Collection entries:
┌──

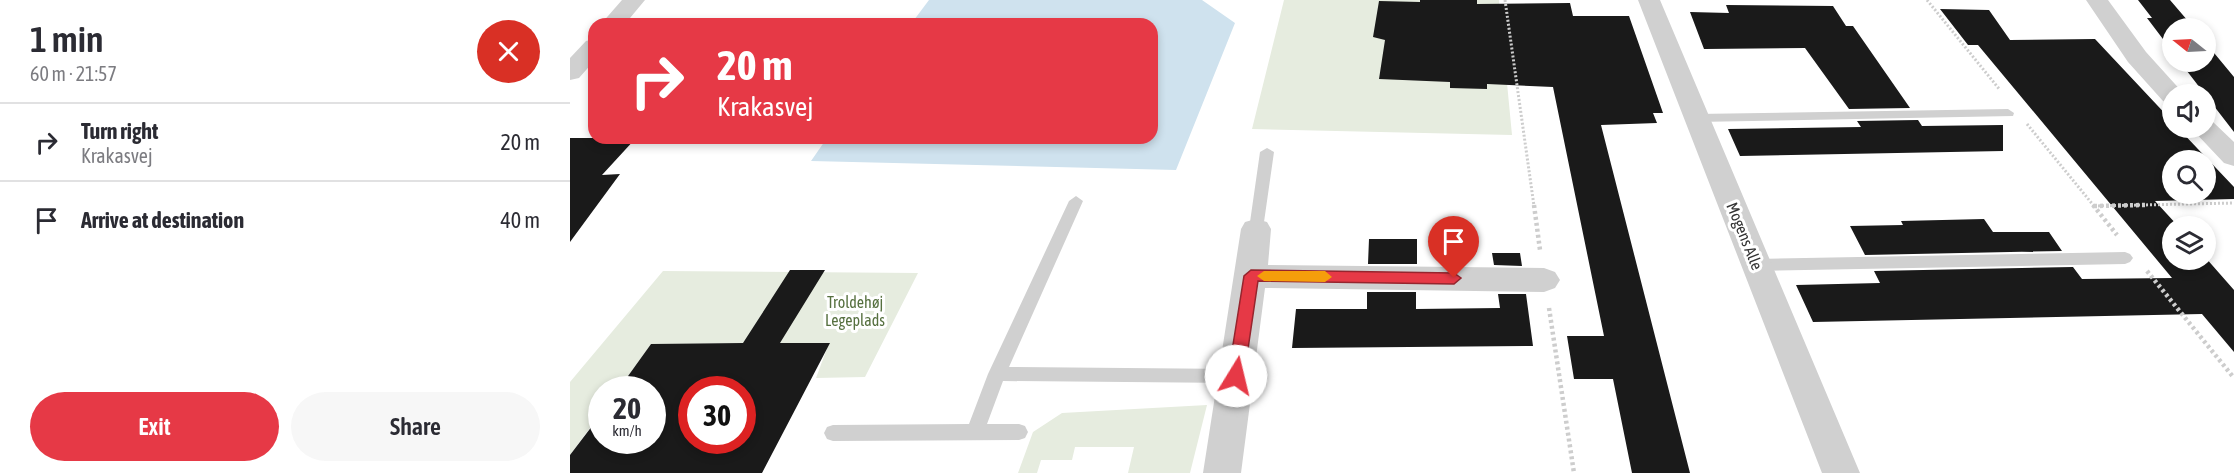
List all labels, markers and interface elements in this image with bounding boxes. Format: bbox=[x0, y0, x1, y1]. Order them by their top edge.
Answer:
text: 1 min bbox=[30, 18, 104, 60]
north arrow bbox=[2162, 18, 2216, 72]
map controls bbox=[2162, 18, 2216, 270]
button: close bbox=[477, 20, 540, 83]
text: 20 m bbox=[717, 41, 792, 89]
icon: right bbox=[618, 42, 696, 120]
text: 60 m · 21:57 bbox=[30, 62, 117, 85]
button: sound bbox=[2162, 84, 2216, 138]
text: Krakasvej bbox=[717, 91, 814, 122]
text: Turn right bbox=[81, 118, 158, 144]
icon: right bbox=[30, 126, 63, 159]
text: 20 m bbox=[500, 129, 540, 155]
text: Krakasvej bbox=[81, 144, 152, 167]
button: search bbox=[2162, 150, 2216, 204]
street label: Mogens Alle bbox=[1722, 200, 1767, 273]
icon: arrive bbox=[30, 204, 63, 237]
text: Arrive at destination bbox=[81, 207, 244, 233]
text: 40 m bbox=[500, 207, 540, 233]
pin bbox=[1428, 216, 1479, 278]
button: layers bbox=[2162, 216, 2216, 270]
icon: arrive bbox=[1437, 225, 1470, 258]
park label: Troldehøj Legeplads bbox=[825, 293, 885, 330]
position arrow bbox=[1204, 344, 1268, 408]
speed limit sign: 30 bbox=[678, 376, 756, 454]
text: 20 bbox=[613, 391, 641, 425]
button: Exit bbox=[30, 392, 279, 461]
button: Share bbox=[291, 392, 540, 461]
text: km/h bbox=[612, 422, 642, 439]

└──

#### EXERCISE GOAL:
Could you reproduce the entries verbatim, leaving out all pictures?

#### ANSWER TO THE PROBLEM:
List all labels, markers and interface elements in this image with bounding boxes. Format: bbox=[x0, y0, x1, y1]. Order them by their top edge.
Answer:
text: 1 min bbox=[30, 18, 104, 60]
north arrow bbox=[2162, 18, 2216, 72]
map controls bbox=[2162, 18, 2216, 270]
button: close bbox=[477, 20, 540, 83]
text: 20 m bbox=[717, 41, 792, 89]
icon: right bbox=[618, 42, 696, 120]
text: 60 m · 21:57 bbox=[30, 62, 117, 85]
button: sound bbox=[2162, 84, 2216, 138]
text: Krakasvej bbox=[717, 91, 814, 122]
text: Turn right bbox=[81, 118, 158, 144]
icon: right bbox=[30, 126, 63, 159]
text: 20 m bbox=[500, 129, 540, 155]
text: Krakasvej bbox=[81, 144, 152, 167]
button: search bbox=[2162, 150, 2216, 204]
street label: Mogens Alle bbox=[1722, 200, 1767, 273]
icon: arrive bbox=[30, 204, 63, 237]
text: Arrive at destination bbox=[81, 207, 244, 233]
text: 40 m bbox=[500, 207, 540, 233]
pin bbox=[1428, 216, 1479, 278]
button: layers bbox=[2162, 216, 2216, 270]
icon: arrive bbox=[1437, 225, 1470, 258]
park label: Troldehøj Legeplads bbox=[825, 293, 885, 330]
position arrow bbox=[1204, 344, 1268, 408]
speed limit sign: 30 bbox=[678, 376, 756, 454]
text: 20 bbox=[613, 391, 641, 425]
button: Exit bbox=[30, 392, 279, 461]
button: Share bbox=[291, 392, 540, 461]
text: km/h bbox=[612, 422, 642, 439]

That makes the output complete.